Tell how many lines in the data below hold the string "grid"; give nothing but the number.
[Opening INPUT DATA section]
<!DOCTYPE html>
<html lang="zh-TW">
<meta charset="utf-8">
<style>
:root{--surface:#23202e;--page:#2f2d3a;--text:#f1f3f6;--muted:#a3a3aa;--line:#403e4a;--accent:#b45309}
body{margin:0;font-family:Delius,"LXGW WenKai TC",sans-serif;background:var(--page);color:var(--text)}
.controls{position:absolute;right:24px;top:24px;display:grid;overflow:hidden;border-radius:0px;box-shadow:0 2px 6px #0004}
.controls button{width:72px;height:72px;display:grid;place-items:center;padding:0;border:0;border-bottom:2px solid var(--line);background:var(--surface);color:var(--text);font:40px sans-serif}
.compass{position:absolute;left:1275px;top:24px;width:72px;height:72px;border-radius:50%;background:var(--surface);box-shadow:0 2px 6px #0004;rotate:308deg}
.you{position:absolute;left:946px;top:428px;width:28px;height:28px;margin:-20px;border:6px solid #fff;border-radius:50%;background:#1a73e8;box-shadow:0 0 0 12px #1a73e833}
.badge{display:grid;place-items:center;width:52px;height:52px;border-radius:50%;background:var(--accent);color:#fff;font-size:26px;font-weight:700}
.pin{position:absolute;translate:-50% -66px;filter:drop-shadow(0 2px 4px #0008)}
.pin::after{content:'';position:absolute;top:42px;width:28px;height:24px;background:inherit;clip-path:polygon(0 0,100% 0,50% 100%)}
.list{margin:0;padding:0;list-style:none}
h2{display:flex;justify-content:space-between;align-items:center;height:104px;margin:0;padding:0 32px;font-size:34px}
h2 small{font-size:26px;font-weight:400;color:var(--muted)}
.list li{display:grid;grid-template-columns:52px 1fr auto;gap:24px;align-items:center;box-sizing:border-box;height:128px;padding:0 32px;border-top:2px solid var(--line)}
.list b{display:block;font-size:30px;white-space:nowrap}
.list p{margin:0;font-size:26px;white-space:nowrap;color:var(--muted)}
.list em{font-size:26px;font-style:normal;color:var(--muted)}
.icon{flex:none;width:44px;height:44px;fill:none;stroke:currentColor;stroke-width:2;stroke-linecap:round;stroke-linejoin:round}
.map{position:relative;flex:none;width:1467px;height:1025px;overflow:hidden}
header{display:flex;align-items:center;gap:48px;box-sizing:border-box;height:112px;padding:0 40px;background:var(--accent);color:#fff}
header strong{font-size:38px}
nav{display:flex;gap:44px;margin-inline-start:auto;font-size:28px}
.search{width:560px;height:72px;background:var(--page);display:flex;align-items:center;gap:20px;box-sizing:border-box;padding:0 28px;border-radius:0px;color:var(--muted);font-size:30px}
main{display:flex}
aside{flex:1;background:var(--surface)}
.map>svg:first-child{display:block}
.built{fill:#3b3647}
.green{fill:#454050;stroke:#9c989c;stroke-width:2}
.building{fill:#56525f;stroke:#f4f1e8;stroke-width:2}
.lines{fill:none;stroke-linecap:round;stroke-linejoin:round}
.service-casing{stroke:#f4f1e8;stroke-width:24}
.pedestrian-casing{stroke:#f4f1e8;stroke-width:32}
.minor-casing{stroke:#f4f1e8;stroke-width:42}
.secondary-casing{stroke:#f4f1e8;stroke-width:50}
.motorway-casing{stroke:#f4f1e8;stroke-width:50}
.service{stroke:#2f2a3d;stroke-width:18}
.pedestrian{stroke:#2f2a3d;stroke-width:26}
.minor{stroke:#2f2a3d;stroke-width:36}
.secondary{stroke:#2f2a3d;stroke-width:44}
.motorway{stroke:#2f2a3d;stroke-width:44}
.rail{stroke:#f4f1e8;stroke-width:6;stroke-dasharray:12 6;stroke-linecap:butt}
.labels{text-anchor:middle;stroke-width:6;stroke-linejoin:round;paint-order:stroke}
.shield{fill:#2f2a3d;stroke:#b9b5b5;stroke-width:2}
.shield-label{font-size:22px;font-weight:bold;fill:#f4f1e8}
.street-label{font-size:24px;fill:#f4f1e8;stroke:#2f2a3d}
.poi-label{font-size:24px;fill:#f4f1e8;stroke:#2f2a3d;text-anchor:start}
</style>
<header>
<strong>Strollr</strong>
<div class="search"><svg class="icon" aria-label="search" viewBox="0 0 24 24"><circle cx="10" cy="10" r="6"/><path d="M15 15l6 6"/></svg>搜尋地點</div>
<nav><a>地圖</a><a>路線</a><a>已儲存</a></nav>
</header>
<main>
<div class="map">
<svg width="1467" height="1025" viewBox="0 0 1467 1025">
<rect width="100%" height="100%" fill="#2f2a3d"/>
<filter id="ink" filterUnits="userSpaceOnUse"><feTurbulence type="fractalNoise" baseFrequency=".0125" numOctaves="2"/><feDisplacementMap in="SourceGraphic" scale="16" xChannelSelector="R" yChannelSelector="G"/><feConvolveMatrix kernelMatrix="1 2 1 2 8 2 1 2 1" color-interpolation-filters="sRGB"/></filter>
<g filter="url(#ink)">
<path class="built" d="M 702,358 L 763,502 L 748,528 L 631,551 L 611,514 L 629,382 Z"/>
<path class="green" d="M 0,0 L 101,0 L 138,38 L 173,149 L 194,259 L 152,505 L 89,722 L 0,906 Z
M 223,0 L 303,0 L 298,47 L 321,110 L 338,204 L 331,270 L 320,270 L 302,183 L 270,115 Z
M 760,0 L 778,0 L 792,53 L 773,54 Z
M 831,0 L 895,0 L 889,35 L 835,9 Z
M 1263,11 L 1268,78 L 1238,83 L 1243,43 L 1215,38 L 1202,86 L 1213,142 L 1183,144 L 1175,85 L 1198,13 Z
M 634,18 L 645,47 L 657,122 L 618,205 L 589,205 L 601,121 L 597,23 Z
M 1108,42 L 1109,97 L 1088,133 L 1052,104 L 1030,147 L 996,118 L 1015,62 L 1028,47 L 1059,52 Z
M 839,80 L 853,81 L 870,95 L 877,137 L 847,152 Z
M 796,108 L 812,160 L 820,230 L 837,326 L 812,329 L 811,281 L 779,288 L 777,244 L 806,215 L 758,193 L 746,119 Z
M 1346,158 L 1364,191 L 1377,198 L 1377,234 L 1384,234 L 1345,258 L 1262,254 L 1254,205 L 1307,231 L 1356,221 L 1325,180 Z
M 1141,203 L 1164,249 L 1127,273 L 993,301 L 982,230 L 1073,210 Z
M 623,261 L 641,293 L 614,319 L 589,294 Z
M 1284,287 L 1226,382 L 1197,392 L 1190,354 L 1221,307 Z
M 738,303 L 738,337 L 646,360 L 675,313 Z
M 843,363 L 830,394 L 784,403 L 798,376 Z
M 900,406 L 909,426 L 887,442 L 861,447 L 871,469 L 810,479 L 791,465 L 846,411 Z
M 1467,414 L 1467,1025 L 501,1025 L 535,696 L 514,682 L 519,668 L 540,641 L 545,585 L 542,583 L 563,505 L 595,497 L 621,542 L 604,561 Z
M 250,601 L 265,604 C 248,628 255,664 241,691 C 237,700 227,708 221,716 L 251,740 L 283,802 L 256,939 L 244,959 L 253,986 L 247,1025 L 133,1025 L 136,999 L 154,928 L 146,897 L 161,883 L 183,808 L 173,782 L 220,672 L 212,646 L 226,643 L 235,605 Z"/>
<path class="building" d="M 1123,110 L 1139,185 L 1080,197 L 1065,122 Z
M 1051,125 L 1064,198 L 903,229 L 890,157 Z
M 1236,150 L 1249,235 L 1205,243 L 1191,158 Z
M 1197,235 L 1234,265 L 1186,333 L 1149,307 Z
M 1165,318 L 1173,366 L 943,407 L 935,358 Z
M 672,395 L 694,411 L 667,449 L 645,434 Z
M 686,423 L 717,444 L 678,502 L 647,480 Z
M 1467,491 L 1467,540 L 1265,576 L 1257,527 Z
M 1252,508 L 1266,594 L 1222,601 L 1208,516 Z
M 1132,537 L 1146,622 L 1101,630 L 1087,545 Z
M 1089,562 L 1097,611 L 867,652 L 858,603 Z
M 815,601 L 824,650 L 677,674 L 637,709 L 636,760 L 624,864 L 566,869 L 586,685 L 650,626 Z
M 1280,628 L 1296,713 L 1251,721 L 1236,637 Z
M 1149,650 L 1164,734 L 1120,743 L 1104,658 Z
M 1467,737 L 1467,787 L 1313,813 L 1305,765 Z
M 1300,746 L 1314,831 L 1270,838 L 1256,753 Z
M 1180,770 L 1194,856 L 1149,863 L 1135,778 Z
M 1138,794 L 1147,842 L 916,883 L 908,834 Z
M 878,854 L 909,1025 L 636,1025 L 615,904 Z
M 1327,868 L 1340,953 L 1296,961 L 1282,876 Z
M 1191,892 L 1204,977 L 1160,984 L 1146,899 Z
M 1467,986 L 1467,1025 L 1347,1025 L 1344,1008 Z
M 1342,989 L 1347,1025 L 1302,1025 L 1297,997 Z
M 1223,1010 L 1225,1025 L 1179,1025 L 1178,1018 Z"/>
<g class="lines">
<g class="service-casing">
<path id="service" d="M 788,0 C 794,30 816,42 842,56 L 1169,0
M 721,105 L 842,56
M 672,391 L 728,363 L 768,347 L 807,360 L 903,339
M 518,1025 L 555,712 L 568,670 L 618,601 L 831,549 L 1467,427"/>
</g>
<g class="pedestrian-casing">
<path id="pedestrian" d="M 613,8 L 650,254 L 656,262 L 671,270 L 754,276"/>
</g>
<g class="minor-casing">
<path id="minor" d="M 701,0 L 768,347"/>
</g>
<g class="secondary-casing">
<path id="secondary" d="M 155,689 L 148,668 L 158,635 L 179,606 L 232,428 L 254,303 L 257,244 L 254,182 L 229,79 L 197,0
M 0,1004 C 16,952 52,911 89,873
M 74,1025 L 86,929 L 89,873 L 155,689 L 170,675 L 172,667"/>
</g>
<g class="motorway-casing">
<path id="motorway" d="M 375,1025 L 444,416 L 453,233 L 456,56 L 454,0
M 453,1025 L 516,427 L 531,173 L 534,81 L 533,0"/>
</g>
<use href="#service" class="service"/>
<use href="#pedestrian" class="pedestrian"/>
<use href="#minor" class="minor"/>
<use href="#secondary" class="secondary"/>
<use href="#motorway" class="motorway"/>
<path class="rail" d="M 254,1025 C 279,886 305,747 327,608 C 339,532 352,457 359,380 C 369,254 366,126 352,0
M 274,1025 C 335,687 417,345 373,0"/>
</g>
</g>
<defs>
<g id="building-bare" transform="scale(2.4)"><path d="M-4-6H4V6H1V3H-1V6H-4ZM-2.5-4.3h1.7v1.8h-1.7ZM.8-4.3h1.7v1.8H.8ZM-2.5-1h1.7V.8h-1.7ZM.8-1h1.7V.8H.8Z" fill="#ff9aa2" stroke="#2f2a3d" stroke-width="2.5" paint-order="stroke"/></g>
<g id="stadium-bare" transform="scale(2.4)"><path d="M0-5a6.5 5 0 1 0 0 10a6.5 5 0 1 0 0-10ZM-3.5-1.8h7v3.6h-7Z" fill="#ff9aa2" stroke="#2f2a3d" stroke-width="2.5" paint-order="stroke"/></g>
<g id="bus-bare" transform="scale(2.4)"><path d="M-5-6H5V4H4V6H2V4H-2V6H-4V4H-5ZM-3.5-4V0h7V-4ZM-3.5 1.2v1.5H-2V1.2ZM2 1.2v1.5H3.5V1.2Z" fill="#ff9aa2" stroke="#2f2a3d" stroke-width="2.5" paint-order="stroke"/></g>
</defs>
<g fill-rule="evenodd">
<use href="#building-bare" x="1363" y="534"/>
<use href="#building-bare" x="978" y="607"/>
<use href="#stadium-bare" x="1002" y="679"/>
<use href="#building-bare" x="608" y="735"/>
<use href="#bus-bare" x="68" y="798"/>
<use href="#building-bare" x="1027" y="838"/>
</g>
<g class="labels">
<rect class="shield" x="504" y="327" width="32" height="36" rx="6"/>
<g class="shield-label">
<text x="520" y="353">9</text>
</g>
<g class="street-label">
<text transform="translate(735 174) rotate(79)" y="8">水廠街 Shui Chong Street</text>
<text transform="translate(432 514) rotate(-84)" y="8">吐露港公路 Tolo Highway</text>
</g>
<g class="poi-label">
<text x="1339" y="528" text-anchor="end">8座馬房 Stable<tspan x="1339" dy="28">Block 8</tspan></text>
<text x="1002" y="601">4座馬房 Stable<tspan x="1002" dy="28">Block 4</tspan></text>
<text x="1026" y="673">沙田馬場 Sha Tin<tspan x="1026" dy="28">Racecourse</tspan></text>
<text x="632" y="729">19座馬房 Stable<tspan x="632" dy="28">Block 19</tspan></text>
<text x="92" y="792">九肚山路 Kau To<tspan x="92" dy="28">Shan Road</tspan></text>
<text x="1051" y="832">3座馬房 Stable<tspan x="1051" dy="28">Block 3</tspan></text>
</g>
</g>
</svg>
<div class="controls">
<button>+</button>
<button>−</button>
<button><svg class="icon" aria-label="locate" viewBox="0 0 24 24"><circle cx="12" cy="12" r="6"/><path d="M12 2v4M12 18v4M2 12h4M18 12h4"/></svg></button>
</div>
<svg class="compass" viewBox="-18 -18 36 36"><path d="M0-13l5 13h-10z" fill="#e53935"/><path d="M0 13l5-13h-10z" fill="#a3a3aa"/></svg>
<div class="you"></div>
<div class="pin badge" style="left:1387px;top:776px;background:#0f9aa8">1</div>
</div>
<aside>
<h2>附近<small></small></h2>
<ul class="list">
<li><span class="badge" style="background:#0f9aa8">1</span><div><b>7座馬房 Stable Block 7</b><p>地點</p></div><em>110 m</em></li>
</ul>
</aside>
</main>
[Closing INPUT DATA section]
_TASK RESULT_
4